§ GOAL OF THE EXERCISE: Search the records below for the word "Creek" and show every line where it occurs.

___

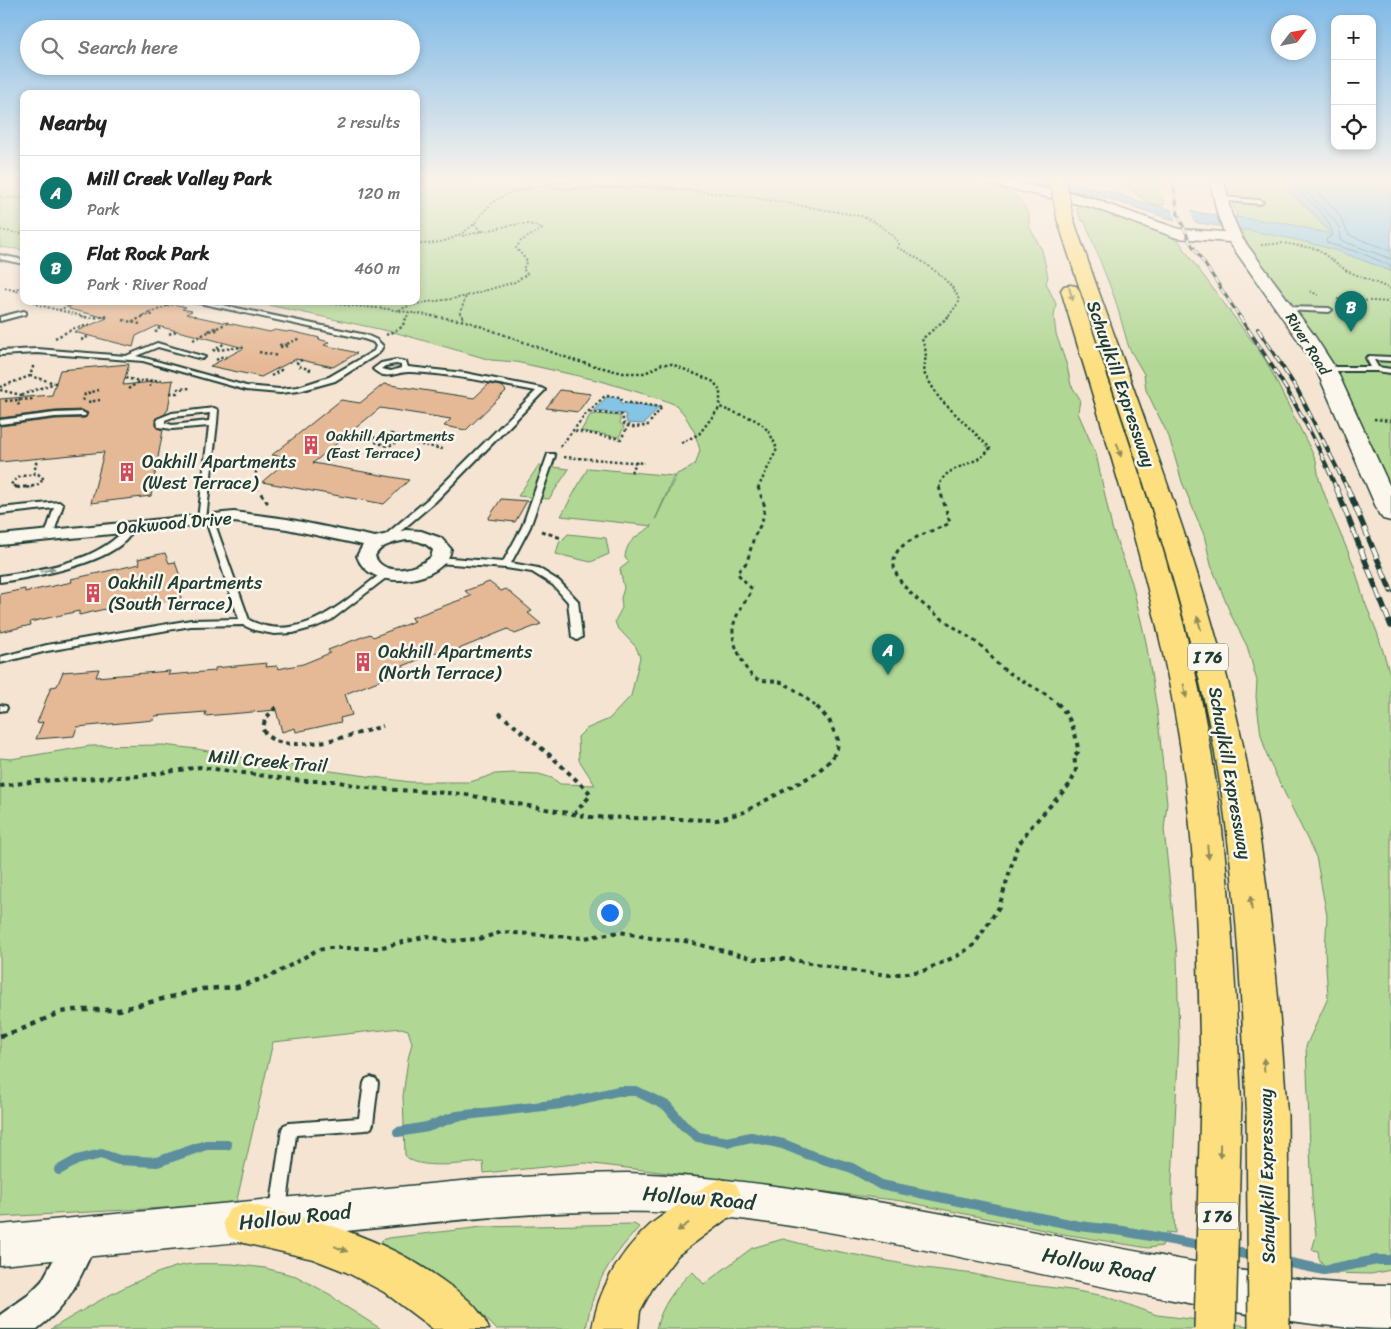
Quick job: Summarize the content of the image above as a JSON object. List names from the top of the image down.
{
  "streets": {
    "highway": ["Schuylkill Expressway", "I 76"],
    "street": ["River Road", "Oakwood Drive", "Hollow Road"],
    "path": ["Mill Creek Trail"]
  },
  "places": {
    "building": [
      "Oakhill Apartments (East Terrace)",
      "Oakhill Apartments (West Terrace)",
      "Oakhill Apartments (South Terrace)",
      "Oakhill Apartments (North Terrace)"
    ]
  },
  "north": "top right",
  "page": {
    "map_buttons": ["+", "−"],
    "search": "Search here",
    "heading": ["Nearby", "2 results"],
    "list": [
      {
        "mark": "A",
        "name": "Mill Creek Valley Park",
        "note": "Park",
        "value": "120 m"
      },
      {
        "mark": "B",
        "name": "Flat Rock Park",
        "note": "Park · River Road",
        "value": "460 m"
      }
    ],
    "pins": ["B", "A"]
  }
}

___

§ YOUR SOLUTION:
    "path": ["Mill Creek Trail"]
        "name": "Mill Creek Valley Park",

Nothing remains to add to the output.